It turned out to be a broadly positive start for European markets yesterday with the FTSE 100 leading the way, and the DAX underperforming. US markets also had a good session, with the S&P 500 building on last week’s break higher above 2,820, helped by expectations of a dovish tone from the US Federal Reserve when they conclude their policy meeting tomorrow.
If House of Commons speaker John Bercow had wanted to drop a hand grenade into the heart of the Brexit process, he couldn’t have done it better than with his actions yesterday when he ruled that another meaningful vote on Prime Minister Theresa May’s withdrawal agreement, which could well have taken place today, would not be allowed without significant changes to what was voted on previously.
In so doing he blew out a key pillar of the prime minister’s Brexit strategy in trying to force recalcitrant Brexiters to back her agreement. In closing off that part of Mrs May’s strategy, he has also made it much less likely that EU leaders will grant a short-term extension when they meet later this week. This is because any short-term extension would have been based on finally getting the prime minister's deal across the line. This is now unlikely to happen, though given the voting arithmetic the deal never looked likely to pass on a third reading anyway. In a way Bercow has put the deal out of its misery.
What his intervention has also done is raise the stakes considerably, as the only two options now in the control of parliament are a no-deal scenario, or a decision to revoke article 50, thus overturning the June 2016 referendum result.
The current default position remains for the UK to leave without a deal. In the absence of any EU acquiescence when it comes to granting an extension, the UK can ask as many times as they like for one; it doesn’t mean they will get one, and if they do it could well come with conditions attached. In the absence of an agreement to extend from the EU, the only way for MPs to stop Brexit from happening now is to vote to revoke article 50, which is one decision they won’t be able to kick down the road.

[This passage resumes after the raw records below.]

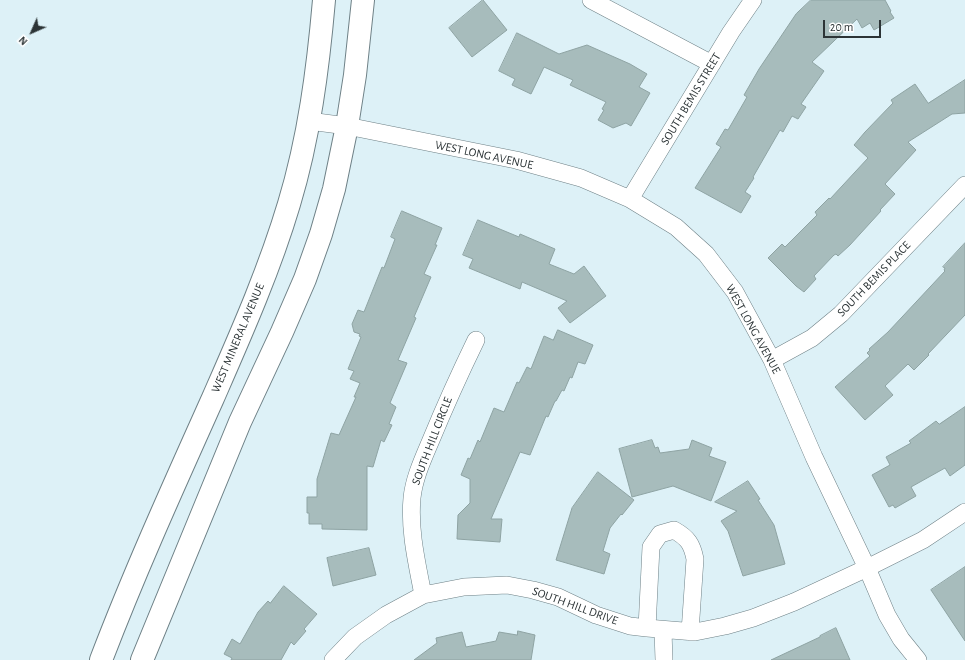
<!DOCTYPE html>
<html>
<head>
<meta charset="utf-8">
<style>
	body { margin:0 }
	#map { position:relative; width:965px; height:660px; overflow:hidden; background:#ddf1f7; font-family:"Alegreya Sans",sans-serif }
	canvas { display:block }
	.north { position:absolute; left:12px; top:12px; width:40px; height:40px; -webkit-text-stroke:3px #fff; paint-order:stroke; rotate:225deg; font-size:11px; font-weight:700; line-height:16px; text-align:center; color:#2c3436 }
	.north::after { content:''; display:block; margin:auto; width:14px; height:18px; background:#2c3436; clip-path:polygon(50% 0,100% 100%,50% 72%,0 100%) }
	.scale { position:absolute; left:823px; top:20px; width:58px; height:18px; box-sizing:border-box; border:2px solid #2c3436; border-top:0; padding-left:5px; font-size:12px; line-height:14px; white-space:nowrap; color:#2c3436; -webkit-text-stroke:3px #fff; paint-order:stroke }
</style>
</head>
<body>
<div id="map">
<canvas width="965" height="660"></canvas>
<div class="north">N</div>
<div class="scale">20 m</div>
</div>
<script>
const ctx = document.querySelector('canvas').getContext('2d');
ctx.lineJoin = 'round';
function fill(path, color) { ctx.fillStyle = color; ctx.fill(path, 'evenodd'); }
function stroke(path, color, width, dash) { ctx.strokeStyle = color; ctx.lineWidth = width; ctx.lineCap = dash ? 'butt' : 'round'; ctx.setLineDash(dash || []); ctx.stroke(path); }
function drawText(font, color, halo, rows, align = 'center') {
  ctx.font = font + ' "Alegreya Sans",sans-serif'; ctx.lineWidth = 3.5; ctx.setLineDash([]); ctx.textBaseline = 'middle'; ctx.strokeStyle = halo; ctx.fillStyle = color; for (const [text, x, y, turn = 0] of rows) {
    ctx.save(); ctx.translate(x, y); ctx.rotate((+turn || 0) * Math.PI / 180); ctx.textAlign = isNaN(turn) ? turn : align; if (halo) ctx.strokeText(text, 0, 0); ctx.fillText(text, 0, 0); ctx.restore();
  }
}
const building = new Path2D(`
	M483 0 507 30 472 57 449 28Z
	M811 0H885L891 11 890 12 894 18 874 30 870 23 862 28 857 19 812 62 824 71 801 104 806 107 798 119 792 116 783 132 780 130 753 177 754 178 745 192 751 196 741 213 695 188 721 147 716 144 725 129 728 130 747 97 744 95 759 69 796 14Z
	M517 33 559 54 587 45 630 64 647 74 639 87 650 93 631 126 626 123 613 128 598 120 604 110 602 109 606 102 570 85 573 80 544 67 531 94 512 85 515 79 499 71Z
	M965 80V113L952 114 908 142 916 150 885 184 895 194 880 210 881 211 850 245 838 256 836 254 834 255 814 276 816 279 804 292 796 286 768 258 782 244 785 247 817 215 815 212 829 198 830 199 868 158 854 145 865 132 893 103 891 100 915 84 928 103Z
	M402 211 442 228 435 245H437L424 274 431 277 414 317 416 318 398 360 407 363 390 403 396 407 389 424 392 425 384 442 381 440 373 467 367 466V530L322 529V524H309V513H307V497H317V479L331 433 339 435 356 397H354L360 383 350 379 354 371 348 369 361 337 359 336 360 334 354 332 352 324 358 310 364 312 382 267 384 268 395 239 391 237Z
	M478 220 519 237 520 234 555 249 549 264 574 274 584 266 606 296 570 323 558 308 567 301 522 282 520 289 469 268 473 259 463 255Z
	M965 243V315L928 354 929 355 914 370 908 364 885 386 893 395 865 420 835 387 870 356 867 353 870 350 869 349 888 332 945 271 944 270 945 268 943 267Z
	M558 330 593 345 585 364 578 362 572 378 570 377 564 391 562 390 556 401H555L548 417 546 416 530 455 520 452 491 519H502L500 542 457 539 458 515 470 503V479L461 475 468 458 470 459 478 440 480 442 494 408 504 412 517 382 519 383 527 367 531 369 544 336 553 340Z
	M965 407V465L950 476 945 468 911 487 916 496 895 508 893 505 889 507 872 475 890 465 886 457 911 443 909 441 936 421 939 424Z
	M652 440 655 448 658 447 660 453 689 449 692 440 712 448 709 456 726 462 711 501 673 486 632 497 619 449Z
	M598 472 634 500 622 515 621 514 610 528 603 551 610 554 604 574 556 560 572 508Z
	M748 481 760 499 758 500 774 525 785 564 743 576 728 531 721 521 737 511 715 502Z
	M369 548 376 575 333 586 327 558Z
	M965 567V641L931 590Z
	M284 586 317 614 304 629 306 631 294 645 291 642 281 660H231L232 658 224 654 232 639 240 644 258 612 268 601 270 603Z
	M836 628 850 660H771L820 637V636Z
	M518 631 535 635 531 660H414L437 643 436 638 462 632 466 647 496 641 499 632 517 635Z`);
const street = new Path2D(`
	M591 0 712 64
	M309 121 347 126 516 160 581 178 630 199 676 227 706 254 735 292 772 360 814 457 867 568 887 615 901 639 918 660
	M630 199 731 32 753 0
	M772 360 812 338 841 314 965 185
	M423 595C417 563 409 531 412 498 414 478 423 459 431 440 445 406 460 373 476 340
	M647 628 651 547 660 534 674 530C688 538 692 544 695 559L690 632
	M663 631 664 660
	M333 660 355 637 386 615 423 595 464 587 507 585 533 590 558 597 596 615 630 626 647 628 695 632 725 626 753 618 794 602 867 568 923 540 965 512`);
const secondary = new Path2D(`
	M101 660C135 571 174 485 213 398 241 334 269 271 289 204 309 138 318 69 324 0
	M142 660 240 422 282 332 305 279 321 234 334 189 347 126 355 75 363 0`);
const streetNames = [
	["SOUTH BEMIS STREET",691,99,-59],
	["WEST LONG AVENUE",484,155,12],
	["SOUTH BEMIS PLACE",874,279,-46],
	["WEST LONG AVENUE",753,329,61],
	["WEST MINERAL AVENUE",238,338,-67],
	["SOUTH HILL CIRCLE",432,441,-69],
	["SOUTH HILL DRIVE",575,606,20]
];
fill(building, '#a7bcbc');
stroke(building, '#8ea3a3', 1);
stroke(street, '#6e8086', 18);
stroke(secondary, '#6e8086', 24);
stroke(street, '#fff', 17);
stroke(secondary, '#fff', 22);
drawText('12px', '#2c3436', '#fff', streetNames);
</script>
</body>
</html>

Despite all of this added uncertainty the pound managed to hold up fairly well, despite sliding back on the day, presumably because markets think that when it comes down to it MPs will finally act and pull back from the precipice of a no deal. The danger now is that the speaker continues to insert himself into the centre of the Brexit process, in a way that could precipitate a full-blown constitutional crisis, as well as prompting accusations he is acting in a partisan way that could be beyond his powers.
On the data front the UK economy has continued to hold up well, despite the political dysfunction and chicanery currently playing out at Westminster, with the latest unemployment and wages data for the three months to January due today.
The unemployment rate is expected to remain steady at 40-year lows of 4%, while average weekly wages excluding bonuses are expected to come in at 3.4%, unchanged from December, matching the highest levels since the financial crisis.
One of the big surprises has been the resilience of the labour market in the last few years, and despite all the reports of job losses in retail and banking in recent months, employers across a number of other sectors have consistently reported difficulty in filling vacant positions.
The German economy has found life difficult in recent months, buffeted by concerns over trade, whether it be a slowdown in China, Brexit risks or tariffs, as well recent changes in diesel emissions standards. German businesses, as well as investors, appear to be hunkering down and today’s ZEW survey for March is expected to reinforce that defensive posture with its twelfth negative reading in succession.
EUR/USD – continues to look supported for now, edging back towards the 1.1400 area, with resistance at the 1.1360 area and 50-day MA. Support remains back at the recent lows of the 1.1180 area and 61.8% retracement of the entire 1.0340/1.2545 up move.
GBP/USD – slipped back again yesterday, finding support at the 1.3170 area with support below that at 1.3030, which is trend line support from the 1.2430 December lows. We also have support back down near the 1.3000 area and the 200-day MA.
EUR/GBP – looks on course to retest the 0.8620 area in the short term after last week’s 22-month lows at 0.8475. While below 0.8620 the euro remains vulnerable to a retest of the lows. A break below 0.8470, has the potential to target the 200-week MA at 0.8390.
USD/JPY – appears to be becalmed for now with the recent highs at 112.20 and support at 110.80, the key levels on each side of the broader range. Yesterday we saw a 34-point range between 111.63 and 111.29 with little in the way of overall direction. A move below 110.80 runs the risk for a return towards the 110.20 level.